Now that the model is fit, the next step is to inspect the posterior

distributions of the coefficients.

plot(bayes_mansion, prob = 0.50, prob_outer = 0.89)

Each dot represents the mean of the posterior distribution for the

coefficient along with the 50% and 89% density intervals. We can see

that the intercept is quite large and negative, indicating that, on

average, the X-Men tended to not visit the X-Mansion. Comparably, the

distributions for the other coefficients are very small and located

close to 0. This suggests that they do not poses much additional

information on whether or not the X-Men visited the X-Mansion.

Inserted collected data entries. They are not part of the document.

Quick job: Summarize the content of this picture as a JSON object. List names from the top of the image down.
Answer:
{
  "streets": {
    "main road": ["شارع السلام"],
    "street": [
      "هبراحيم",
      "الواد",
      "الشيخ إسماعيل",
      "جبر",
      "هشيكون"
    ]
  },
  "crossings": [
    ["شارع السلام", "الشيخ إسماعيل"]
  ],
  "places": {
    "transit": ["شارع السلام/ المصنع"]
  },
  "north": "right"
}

Another useful plot in Bayesian analysis is of the Highest Density

Interval (HDI), the smallest range of parameter values that hold a given

density of the distribution. With the 89% HDI for a posterior

distribution, we can say that, given the structure of the model and

observed data, there is an 89% chance that the real parameter value lies

within the range. This is one method for understanding the confidence of

the estimated value.

plot(bayestestR::hdi(bayes_mansion, ci = c(0.5, 0.75, 0.89, 0.95)))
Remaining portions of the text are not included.